J. Reuben Clark’s incredible administrative talents came to the fore as he urged President Grant to delegate more responsibility, to limit his accessibility to the public, to lengthen the terms of bishops, and to curtail spending of Church funds.  President Clark was the decisive force behind successfully withdrawing all missionaries from Europe before the calamities of Hitler’s regime bore sway.  Other initiatives of President Clark’s long tenure in the First Presidency included appointing Assistants to the Twelve, overhauling the Church’s budget, using ward chapels for more than one congregation, creating regions to administer Church welfare and other programs, holding regional priesthood meetings or solemn assemblies, organizing regional councils to act as go-betweens for stake presidents and general authorities, and broadcasting conference to outlying areas of the Church.  He authored several masterfully written literary works, Man, God’s Greatest Miracle, Why the King James Version, Our Lord of the Gospels, and On the Way to Immortality and Eternal Life.

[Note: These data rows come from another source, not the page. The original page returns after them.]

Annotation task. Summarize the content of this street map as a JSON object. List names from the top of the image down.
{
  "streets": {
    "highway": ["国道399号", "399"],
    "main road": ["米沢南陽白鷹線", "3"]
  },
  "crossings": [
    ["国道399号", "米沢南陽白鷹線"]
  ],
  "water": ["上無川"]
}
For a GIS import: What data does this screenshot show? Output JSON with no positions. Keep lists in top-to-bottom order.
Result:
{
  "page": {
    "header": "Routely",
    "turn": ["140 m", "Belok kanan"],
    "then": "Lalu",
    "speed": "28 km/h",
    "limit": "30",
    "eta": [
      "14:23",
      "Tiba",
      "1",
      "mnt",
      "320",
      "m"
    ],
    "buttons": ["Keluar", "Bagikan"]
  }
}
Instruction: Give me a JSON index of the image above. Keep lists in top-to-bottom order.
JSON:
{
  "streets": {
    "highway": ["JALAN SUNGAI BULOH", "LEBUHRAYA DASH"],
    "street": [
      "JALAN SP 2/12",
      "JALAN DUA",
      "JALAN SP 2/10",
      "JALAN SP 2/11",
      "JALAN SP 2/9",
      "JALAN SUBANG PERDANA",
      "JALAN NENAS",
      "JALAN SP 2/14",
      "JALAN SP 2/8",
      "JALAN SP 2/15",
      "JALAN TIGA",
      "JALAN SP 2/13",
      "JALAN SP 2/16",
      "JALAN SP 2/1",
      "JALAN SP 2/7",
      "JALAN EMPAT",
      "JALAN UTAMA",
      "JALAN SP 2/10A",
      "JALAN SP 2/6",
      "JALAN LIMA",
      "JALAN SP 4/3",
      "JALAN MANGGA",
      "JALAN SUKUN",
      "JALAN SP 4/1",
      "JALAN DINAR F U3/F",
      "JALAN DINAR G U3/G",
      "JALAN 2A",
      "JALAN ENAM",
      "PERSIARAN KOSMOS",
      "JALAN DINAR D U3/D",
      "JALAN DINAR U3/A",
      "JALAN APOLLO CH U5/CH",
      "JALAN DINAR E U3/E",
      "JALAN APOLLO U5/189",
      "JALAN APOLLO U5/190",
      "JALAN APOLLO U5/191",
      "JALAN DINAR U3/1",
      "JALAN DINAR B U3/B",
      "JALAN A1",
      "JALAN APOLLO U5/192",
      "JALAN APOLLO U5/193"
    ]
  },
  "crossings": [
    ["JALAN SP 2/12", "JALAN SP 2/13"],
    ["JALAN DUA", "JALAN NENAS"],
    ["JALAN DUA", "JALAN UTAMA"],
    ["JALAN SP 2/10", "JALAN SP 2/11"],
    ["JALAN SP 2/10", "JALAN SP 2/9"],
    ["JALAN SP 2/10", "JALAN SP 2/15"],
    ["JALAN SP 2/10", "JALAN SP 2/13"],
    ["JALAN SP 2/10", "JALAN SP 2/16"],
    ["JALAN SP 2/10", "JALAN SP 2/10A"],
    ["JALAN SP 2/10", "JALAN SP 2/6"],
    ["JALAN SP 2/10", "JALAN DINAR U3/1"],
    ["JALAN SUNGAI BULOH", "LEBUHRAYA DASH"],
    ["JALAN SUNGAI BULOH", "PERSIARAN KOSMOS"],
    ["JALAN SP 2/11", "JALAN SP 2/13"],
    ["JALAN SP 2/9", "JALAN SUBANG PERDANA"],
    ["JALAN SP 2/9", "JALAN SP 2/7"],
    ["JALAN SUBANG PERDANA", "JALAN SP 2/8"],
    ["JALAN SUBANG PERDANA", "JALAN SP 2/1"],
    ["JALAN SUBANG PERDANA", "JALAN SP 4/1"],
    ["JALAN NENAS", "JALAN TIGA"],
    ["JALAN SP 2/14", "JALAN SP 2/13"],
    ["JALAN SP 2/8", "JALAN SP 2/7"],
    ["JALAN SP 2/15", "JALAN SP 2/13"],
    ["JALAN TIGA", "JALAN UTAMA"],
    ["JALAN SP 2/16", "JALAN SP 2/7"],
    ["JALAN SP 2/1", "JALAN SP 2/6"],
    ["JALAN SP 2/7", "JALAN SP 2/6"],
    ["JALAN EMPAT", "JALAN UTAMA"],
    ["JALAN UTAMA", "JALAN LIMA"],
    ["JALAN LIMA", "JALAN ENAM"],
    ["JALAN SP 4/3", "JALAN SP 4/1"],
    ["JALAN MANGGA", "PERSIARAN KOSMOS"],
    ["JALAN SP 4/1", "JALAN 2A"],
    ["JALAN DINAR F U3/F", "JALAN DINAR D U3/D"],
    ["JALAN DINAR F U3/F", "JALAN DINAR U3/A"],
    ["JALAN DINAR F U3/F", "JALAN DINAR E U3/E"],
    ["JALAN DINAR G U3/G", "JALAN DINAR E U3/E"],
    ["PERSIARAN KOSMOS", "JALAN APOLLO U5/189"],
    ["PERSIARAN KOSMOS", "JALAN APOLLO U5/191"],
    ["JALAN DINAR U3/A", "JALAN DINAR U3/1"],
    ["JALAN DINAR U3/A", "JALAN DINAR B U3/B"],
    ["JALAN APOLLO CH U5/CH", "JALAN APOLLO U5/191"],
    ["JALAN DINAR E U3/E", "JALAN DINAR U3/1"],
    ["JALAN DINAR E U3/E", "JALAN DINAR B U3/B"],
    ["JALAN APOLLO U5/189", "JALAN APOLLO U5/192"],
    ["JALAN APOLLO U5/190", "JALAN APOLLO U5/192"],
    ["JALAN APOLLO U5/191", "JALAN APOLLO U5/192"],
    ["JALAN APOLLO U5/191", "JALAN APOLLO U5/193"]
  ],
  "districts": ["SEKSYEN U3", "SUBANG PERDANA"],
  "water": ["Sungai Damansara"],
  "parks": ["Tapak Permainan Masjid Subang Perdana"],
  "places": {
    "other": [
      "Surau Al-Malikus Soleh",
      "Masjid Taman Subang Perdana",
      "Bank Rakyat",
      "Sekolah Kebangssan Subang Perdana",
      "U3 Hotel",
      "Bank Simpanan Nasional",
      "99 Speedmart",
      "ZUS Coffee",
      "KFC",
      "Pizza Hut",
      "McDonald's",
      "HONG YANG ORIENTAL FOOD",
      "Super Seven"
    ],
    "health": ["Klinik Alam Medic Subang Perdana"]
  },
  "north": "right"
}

In spite of his eminent position in the First Presidency, where he served brilliantly and devotedly for twenty-three years, he was ever conscious of the predominant role held by each president of the Church, and he never presumed to usurp that authority.  He won the profound admiration of members throughout the Church. Elder Hugh B. Brown fittingly said, “President Clark’s stature was such that no single article, in fact, no biography could do him justice though it should be written by a modern Boswell.” 
 David H. Yarn Jr., Young Reuben: The Early Life of J. Reuben Clark, Jr. (Provo, UT: Brigham Young University Press, 1973), 60.
 Henry D. Moyle, “President J. Reuben Clark, Jr. Called Back as a Counselor in the First Presidency of the Church,” Relief Society Magazine, June 1951,374.
 D. Michael Quinn, J. Reuben Clark: The Church Years (Provo, UT: Brigham Young University Press, 1983), 39–42.
 Quinn, J. Reuben Clark, 74–75.
 Quinn, J. Reuben Clark, 72–73, 79, 103.
6] Quinn, J. Reuben Clark, 81–82.
 Quinn, J. Reuben Clark, 87, 88–90, 111, 134, 272.
 Quinn, J. Reuben Clark, 85, 89.
 Hugh B. Brown, “In Memoriam—President J. Reuben Clark, Jr.,” Relief Society Magazine, December 1961, 789.